Formation and propagation of ionization waves during ns pulse breakdown in plane-to-plane geometry

Abstract

Abstract Ionization wave development during ns pulse breakdown in nitrogen between two parallel plate, dielectric-covered electrodes is studied by ps electric field induced second harmonic (EFISH) generation and kinetic modeling. The results indicate formation of two well-defined ionization waves in the discharge gap, which requires a relatively high initial electron density. The first, anode-directed, wave is produced by ‘sweeping’ the initial electrons by the applied voltage pulse. The second wave originates between the cathode and the first wave front, due to the field enhancement in this region, generating two wave fronts propagating in opposite directions and observed in plasma emission images. Only the anode-directed front of the second wave is detected by the EFISH measurements, most likely due to the proximity of the cathode-directed front to the wall. Both the measurements and the modeling predictions exhibit a transient electric field overshoot in the center of the gap, caused by the anode-directed front of the second wave.

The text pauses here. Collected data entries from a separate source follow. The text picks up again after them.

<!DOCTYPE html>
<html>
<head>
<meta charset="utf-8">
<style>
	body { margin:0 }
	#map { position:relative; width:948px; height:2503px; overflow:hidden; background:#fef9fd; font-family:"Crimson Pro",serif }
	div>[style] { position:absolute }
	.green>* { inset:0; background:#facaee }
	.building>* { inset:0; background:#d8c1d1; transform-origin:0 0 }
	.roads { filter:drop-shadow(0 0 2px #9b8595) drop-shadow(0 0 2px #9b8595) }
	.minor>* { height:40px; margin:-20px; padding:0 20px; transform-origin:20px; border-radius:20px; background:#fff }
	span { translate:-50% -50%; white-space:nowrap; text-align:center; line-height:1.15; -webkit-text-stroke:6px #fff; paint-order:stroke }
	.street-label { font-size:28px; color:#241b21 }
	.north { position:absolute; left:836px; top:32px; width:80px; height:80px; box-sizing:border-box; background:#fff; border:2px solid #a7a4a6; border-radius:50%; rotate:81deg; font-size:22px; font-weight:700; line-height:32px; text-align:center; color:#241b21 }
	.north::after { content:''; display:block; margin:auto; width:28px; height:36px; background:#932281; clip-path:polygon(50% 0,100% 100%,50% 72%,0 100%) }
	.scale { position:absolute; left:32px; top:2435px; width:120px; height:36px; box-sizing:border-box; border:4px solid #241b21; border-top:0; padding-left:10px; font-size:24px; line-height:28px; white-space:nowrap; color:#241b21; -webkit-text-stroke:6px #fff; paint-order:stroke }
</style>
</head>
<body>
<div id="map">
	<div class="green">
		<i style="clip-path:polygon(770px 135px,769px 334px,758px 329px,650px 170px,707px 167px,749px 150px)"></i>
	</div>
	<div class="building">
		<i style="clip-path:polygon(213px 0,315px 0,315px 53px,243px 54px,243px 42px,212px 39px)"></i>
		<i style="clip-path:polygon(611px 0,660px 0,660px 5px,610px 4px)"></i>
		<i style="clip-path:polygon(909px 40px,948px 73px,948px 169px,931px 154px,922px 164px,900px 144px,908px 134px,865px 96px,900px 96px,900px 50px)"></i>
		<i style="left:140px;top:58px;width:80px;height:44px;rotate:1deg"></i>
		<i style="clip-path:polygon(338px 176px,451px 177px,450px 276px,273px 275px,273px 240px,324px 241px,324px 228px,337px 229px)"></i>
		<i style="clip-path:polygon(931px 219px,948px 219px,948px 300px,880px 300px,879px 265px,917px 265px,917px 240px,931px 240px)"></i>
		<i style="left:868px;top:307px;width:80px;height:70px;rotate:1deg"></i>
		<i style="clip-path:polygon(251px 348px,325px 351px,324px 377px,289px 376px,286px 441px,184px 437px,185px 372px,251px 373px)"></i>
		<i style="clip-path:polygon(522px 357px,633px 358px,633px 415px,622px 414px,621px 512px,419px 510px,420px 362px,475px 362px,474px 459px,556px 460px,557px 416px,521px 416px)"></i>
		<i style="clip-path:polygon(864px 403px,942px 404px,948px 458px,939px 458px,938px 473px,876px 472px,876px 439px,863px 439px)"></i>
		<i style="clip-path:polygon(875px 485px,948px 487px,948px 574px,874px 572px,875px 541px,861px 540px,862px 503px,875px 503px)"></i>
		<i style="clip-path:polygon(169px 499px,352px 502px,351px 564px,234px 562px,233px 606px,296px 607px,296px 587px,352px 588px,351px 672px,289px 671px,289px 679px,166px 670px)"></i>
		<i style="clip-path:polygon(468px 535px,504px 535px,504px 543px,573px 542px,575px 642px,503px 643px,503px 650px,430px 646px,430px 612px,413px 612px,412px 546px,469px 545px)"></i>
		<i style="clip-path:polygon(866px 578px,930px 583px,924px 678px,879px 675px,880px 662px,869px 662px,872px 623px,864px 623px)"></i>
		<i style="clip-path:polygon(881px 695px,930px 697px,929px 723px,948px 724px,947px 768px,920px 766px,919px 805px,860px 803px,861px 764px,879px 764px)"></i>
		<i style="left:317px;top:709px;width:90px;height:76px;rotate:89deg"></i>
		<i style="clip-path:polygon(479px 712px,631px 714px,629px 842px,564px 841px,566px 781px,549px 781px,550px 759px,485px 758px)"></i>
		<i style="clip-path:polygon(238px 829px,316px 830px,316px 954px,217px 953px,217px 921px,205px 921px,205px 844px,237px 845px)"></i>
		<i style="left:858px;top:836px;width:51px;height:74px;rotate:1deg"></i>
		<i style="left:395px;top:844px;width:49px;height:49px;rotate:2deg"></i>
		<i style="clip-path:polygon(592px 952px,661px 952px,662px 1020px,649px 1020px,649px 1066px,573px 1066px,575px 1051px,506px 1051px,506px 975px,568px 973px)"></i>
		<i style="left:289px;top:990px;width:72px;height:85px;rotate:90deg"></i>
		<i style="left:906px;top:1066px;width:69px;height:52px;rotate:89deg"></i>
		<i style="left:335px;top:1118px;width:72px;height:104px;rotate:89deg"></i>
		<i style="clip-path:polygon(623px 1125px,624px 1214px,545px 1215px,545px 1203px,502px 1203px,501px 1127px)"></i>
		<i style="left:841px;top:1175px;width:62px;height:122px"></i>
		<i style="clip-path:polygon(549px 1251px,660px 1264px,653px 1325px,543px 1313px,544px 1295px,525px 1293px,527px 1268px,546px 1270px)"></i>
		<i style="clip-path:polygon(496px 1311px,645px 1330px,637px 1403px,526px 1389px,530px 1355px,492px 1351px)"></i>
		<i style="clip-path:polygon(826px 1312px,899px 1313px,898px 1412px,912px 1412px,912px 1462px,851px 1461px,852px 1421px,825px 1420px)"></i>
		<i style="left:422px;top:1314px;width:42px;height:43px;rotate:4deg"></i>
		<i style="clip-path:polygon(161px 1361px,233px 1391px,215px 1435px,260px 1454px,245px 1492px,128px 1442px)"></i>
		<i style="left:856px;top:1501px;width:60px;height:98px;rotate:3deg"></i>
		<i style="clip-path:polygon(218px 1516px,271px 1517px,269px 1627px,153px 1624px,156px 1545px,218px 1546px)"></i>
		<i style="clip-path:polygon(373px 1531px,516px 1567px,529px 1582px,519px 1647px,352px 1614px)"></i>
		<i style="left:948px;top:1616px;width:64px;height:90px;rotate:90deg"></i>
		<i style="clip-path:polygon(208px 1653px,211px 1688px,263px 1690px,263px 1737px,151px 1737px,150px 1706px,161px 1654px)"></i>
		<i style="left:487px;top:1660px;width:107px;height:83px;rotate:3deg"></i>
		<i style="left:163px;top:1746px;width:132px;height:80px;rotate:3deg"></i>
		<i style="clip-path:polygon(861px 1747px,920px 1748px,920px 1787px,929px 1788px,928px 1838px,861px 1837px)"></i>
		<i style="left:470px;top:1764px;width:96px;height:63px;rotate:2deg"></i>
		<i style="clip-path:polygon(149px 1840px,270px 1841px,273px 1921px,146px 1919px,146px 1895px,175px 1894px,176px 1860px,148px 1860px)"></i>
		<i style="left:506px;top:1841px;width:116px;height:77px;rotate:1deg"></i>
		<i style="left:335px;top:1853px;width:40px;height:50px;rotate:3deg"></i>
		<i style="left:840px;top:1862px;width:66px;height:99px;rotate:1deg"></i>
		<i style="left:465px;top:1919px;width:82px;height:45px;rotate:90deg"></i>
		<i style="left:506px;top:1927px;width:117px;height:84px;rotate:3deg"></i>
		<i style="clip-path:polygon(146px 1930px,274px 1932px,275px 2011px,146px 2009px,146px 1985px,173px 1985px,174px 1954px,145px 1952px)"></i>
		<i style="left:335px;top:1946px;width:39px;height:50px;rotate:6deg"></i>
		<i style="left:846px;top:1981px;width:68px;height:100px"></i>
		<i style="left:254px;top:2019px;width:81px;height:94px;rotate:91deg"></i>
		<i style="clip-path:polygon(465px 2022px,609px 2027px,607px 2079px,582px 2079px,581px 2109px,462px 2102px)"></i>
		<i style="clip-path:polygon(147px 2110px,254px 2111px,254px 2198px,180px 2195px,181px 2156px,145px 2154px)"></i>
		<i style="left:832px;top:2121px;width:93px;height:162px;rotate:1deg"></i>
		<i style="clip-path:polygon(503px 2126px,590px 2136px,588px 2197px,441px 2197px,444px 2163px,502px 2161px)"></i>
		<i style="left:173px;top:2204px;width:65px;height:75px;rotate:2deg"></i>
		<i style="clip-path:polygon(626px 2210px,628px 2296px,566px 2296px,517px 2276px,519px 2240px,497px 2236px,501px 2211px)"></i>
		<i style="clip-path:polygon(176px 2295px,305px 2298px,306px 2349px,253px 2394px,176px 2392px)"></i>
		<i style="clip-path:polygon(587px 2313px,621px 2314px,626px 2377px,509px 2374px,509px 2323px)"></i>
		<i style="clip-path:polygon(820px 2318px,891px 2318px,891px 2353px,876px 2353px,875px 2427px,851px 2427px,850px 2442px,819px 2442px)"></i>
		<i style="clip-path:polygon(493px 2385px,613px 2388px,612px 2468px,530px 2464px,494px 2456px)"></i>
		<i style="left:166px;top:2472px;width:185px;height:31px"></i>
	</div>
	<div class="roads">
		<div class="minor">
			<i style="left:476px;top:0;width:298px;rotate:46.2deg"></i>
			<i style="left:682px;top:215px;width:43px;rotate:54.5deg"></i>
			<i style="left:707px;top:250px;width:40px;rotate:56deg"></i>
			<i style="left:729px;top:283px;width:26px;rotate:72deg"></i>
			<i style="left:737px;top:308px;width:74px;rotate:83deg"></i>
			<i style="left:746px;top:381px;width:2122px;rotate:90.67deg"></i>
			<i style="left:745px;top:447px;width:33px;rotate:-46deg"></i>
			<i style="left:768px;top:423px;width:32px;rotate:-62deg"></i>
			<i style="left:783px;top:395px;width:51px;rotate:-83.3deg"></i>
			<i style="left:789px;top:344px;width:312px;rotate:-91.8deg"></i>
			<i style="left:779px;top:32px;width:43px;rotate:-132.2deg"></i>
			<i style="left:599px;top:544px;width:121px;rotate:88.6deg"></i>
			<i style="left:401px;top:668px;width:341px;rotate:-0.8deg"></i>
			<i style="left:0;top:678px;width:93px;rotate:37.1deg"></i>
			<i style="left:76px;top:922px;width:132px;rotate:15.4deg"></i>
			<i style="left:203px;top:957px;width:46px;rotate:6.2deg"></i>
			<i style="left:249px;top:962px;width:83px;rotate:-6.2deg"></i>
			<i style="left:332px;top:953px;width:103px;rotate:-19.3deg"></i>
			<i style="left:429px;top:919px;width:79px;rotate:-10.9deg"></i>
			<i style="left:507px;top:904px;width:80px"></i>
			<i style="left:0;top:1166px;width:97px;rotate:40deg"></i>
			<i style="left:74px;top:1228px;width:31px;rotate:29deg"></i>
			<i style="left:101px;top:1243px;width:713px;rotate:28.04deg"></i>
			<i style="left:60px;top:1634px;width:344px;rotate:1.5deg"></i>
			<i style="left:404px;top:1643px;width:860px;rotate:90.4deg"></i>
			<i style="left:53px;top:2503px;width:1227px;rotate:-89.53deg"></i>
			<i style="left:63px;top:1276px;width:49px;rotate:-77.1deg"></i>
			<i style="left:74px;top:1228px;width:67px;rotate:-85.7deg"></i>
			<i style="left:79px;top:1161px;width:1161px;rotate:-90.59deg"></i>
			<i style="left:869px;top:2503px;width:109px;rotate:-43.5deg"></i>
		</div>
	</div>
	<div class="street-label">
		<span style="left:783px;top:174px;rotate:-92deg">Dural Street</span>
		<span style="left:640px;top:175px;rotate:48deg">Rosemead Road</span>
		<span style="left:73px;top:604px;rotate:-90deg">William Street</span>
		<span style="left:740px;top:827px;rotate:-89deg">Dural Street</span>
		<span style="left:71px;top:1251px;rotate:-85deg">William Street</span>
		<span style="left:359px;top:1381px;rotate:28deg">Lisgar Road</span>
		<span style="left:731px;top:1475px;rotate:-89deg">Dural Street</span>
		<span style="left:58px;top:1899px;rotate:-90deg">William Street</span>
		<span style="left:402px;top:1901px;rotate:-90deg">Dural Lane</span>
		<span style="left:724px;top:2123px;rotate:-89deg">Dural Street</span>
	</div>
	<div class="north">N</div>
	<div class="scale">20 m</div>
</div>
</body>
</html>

The boundary between the plasma domains formed ahead of the first wave and behind the second wave, observed in the plasma emission images, is detected by the EFISH measurements and predicted by the modeling calculations. The electron density and coupled energy distributions predicted by the model at the end of the discharge pulse are nearly uniform, except near the cathode-adjacent wall, where the applicability of the present model is uncertain and which is not accessible to the EFISH measurements.